I was reading Igor Kalnitsky's blog post on why Python's map()
is
mad, and wanted to provide
a different perspective. In fact, I would call the design of Python's map()
beautiful instead.
First off, what does map(f, xs)
represent mathematically in the first place?
It should invoke function f(x)
for every x
in xs
. Functions, of course,
can take many arguments—single argument functions are just the simplest case.
So what would be reasonable to assume map(f, xs, ys)
would do? In the blog
post, Igor suggests the behaviour should be to chain xs
and ys
, but chances
are they represent completely different things, so chaining them would lead to
a heterogenous collection of items. Mathematically, you would expect the
function calls made to be f(x1, y1)
, f(x2, y2)
, ...
Note that this is different from zip()
'ing the function arguments.
A function f
with 2 arguments is different from a function f
with
1 argument, expecting a tuple.
Compare:
def f(x, y): return x * y map(f, ['a', 'b', 'c'], [1, 2, 3]) # ['a', 'bb', 'ccc']
to
def f(pair): x, y = pair return x * y map(f, zip(['a', 'b', 'c'], [1, 2, 3])) # ['a', 'bb', 'ccc']

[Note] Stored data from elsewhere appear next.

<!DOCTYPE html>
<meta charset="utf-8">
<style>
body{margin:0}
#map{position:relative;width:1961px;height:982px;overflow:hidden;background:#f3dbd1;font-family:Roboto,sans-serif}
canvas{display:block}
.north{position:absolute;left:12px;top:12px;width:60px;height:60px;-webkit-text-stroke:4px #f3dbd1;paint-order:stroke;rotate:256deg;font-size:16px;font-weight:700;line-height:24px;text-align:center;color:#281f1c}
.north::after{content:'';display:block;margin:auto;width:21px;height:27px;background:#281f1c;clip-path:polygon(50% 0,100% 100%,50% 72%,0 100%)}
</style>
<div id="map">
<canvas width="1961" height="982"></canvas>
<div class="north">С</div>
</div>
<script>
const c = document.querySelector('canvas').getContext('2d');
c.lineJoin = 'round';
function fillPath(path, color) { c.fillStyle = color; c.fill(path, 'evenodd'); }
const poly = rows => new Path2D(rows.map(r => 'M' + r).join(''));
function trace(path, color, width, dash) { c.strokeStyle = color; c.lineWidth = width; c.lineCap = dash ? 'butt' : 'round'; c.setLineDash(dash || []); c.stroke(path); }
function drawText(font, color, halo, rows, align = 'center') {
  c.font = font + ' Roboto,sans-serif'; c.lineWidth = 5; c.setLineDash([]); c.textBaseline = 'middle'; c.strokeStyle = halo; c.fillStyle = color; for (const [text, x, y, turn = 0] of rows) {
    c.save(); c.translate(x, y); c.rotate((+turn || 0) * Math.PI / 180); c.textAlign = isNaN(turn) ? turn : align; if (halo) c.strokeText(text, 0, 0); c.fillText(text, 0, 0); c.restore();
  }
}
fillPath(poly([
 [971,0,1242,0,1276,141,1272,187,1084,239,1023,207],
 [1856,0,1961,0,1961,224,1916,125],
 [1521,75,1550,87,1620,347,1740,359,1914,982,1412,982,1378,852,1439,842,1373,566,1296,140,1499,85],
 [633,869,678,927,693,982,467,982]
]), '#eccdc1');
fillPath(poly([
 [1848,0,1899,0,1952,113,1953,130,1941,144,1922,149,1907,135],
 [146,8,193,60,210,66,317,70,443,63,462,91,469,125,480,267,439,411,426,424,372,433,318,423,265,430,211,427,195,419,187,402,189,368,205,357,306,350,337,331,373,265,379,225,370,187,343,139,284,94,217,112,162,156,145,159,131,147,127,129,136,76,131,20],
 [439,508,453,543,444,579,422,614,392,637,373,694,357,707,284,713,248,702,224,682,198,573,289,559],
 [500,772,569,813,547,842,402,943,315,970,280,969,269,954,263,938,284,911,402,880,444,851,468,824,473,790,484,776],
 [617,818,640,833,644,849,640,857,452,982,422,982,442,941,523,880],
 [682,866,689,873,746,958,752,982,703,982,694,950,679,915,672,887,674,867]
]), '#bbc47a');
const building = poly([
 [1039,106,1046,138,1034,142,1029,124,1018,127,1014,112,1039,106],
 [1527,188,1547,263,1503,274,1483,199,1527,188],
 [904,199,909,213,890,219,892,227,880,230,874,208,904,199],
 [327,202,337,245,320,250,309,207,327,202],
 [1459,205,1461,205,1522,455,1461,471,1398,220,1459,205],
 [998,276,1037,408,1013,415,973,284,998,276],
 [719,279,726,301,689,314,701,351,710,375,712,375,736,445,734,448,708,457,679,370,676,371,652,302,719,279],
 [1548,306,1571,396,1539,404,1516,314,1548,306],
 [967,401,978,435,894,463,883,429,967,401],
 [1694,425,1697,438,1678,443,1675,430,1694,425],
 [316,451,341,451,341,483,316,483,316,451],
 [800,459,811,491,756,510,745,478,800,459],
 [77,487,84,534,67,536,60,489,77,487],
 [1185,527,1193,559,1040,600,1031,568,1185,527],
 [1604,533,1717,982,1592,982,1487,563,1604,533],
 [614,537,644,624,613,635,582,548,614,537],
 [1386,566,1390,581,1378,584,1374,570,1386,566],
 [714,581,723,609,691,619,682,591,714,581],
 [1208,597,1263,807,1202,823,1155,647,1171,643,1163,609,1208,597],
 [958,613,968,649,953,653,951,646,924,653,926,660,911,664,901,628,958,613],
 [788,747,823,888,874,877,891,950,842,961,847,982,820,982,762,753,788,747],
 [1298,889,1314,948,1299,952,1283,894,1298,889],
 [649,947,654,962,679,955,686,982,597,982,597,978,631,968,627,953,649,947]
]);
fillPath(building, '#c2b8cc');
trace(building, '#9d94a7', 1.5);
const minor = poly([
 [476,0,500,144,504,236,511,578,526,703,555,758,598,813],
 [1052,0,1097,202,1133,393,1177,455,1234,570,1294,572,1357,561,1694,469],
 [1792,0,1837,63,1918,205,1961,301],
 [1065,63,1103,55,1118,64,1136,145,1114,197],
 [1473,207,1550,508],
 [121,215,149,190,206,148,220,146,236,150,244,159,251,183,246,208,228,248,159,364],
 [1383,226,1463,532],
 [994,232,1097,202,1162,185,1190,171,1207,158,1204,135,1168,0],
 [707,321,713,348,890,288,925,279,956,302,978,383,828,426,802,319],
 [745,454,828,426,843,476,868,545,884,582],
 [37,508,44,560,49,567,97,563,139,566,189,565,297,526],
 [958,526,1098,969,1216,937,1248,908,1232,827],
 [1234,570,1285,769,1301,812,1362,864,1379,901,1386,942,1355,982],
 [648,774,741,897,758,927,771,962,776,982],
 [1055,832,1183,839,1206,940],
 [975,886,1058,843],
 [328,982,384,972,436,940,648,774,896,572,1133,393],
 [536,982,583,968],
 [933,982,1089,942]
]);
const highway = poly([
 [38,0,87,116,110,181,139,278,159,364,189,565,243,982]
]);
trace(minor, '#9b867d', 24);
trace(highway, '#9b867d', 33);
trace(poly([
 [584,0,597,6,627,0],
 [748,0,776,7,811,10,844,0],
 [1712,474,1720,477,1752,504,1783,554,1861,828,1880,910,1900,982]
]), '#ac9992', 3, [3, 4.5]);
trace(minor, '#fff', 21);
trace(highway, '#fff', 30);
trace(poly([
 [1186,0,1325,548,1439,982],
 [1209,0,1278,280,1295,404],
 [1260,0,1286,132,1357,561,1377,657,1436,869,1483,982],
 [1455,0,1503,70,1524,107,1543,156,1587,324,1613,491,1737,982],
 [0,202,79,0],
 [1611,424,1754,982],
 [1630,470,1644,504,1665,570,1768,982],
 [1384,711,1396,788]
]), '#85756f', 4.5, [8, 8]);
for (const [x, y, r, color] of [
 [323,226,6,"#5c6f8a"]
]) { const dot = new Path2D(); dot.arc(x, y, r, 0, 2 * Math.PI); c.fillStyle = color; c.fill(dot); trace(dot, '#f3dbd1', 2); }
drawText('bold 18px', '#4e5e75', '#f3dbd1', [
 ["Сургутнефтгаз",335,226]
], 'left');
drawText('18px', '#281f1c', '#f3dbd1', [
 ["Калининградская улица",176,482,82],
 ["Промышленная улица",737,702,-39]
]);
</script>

The confusion around the items appearing to be zipped is caused by the implicit
behaviour in Python 2 when the first argument is None
. I think it's handled
as a special case, which is unfortunate. A more consistent behaviour would have been to
Python 2.7.9 (default, Dec 19 2014, 06:00:59) >>> map(lambda x: x, ['a'], [1]) Traceback (most recent call last): File "<stdin>", line 1, in <module> TypeError: <lambda>() takes exactly 1 argument (2 given) >>> map(None, ['a'], [1]) [('a', 1)]
The TypeError would have been the sane thing to do, since the identity function should only ever take one argument.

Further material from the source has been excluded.